There are no two happy people who are exactly alike and happiness is not constant, all people have ups and downs. However, the students that I have seen grow up to be happiest are those that have a positive outlook on life, the ability to show grit and determination when given a challenge, and those that have the confidence to try new things. Their outlook on life affects how they react to people and situations: if it’s negative they assume the worst and if it’s positive they assume positive intent on everything around them, which makes them react more calmly and empathetically, and prevents them from feeling that the world is against them when things go wrong. This is linked to the other two areas, because staying positive will lead you to believe that you can do things with effort and that continuing to do your best will achieve the task, hence confidence and grit.
The skills of confidence, grit and positivity do not come from rote learning and on seeing exams as the goal of education. These skills are developed by having engaged children who are given freedom to explore things themselves and have the confidence to do so.
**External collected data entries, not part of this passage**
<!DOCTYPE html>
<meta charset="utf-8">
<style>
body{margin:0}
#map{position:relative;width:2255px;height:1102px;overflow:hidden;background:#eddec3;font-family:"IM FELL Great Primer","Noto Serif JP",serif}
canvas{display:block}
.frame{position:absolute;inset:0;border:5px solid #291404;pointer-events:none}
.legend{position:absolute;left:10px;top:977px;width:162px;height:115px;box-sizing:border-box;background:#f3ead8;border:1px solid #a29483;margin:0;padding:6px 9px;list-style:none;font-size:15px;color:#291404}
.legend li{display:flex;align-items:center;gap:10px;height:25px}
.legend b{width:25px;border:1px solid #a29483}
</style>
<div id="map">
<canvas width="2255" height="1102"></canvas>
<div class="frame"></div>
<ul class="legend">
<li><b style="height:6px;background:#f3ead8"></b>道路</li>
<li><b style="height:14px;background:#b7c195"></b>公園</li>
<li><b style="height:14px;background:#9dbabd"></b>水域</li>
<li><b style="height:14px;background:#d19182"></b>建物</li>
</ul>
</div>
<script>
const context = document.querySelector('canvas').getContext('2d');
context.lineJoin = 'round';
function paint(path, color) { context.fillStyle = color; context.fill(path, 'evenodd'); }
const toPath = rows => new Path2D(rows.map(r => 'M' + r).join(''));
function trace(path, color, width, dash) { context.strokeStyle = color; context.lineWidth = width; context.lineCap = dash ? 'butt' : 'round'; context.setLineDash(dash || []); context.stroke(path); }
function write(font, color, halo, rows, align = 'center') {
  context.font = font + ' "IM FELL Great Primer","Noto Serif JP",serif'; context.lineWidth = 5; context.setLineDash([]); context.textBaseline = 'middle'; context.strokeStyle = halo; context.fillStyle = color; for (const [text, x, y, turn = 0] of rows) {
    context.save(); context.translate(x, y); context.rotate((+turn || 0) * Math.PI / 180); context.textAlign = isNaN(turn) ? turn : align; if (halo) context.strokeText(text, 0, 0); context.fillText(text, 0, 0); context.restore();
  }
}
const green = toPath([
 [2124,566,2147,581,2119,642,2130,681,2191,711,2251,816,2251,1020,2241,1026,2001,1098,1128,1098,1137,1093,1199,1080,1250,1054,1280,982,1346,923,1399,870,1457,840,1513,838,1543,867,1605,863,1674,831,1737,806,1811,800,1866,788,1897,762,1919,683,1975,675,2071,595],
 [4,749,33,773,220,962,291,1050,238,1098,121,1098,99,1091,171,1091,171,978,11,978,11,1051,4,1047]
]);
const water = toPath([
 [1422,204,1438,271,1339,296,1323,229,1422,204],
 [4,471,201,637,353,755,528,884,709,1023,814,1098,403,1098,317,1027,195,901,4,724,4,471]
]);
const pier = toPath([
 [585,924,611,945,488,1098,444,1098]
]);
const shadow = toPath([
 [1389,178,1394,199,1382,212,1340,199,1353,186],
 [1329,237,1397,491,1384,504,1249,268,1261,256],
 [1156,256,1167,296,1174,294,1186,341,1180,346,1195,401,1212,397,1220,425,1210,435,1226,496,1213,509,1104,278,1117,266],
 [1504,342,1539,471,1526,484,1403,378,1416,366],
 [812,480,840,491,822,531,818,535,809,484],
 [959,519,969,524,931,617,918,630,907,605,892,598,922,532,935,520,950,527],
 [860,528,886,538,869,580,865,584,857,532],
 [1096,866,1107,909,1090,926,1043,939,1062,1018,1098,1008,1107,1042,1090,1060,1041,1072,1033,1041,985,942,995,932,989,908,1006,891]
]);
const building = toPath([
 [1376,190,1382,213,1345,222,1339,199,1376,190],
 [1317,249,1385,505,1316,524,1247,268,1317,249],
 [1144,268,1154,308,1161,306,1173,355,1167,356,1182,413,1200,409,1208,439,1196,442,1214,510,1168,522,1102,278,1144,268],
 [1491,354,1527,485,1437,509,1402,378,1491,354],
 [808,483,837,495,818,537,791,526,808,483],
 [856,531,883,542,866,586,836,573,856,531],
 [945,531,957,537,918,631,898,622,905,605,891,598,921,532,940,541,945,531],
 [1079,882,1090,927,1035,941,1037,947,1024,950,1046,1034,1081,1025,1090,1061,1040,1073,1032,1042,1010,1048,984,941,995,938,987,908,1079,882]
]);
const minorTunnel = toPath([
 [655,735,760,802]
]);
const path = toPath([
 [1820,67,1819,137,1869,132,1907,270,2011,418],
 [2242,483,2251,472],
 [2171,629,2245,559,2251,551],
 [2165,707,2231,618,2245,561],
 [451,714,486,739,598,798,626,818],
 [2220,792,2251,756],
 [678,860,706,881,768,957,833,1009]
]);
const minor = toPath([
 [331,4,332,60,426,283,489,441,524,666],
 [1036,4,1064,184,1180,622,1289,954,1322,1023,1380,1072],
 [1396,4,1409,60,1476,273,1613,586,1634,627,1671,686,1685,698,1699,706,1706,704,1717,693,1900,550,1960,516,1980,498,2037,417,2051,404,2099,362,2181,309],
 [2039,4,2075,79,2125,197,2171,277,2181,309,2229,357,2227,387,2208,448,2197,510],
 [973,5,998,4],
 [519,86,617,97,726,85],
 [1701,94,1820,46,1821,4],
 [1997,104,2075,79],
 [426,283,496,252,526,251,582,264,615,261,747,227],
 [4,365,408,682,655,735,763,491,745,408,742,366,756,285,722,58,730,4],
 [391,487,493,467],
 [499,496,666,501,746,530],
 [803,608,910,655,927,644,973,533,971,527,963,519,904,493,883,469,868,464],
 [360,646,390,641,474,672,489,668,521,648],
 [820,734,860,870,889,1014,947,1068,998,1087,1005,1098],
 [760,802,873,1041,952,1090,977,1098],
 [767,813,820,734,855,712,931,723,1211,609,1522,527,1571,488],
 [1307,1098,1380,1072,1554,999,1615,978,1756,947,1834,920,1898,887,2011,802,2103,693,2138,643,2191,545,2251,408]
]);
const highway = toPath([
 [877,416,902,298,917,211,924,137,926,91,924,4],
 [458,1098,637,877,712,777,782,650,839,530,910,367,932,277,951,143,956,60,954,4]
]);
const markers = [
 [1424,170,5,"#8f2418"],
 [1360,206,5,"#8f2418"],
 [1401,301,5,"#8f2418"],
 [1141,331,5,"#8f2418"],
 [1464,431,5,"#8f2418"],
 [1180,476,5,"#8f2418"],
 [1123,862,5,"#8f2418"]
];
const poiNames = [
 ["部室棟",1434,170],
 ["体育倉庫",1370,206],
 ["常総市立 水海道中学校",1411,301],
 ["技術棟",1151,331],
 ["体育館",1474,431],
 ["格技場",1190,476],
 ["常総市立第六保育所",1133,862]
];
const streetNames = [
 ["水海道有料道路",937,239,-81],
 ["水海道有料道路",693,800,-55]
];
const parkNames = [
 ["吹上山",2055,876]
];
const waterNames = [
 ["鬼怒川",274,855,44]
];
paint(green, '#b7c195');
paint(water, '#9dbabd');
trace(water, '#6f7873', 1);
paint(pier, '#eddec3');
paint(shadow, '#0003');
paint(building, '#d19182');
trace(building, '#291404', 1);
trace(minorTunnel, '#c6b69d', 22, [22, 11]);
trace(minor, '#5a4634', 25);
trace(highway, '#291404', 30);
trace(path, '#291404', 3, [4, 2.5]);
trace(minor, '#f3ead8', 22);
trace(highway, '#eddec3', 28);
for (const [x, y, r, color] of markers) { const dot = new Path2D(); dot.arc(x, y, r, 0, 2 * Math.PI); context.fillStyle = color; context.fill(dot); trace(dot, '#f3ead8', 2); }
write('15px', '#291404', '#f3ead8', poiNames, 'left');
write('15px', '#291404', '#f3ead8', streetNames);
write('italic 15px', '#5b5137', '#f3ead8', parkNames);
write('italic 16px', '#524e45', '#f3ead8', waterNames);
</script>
They are developed through allowing children to be involved in a range of different things with a range of different people and being told that they ‘can do that’ rather than that they are no good. It is done through fantastic schools, by parents letting their children play and have free unstructured time and by pursuing different activities and encouraging children to stick with them. These things will give children the skills needed for the changing future and I have seen.
From everything that I have seen in education it is clear that success for children needs to be defined more broadly than monetary confines which leads to the wrong type of focus in education. In the end we all want our children to be happy and I would argue that each of us needs to think harder about what happiness means for us. If we can do that then we can understand the reasons for the choices we make for our children.While others may be spending evenings revising for exams, my girls will be doing things that will help them be positive, gritty and confident. I may not be able to make them happy, but I truly believe that this will give them the best chance. However, I still want them to buy me a nice christmas present.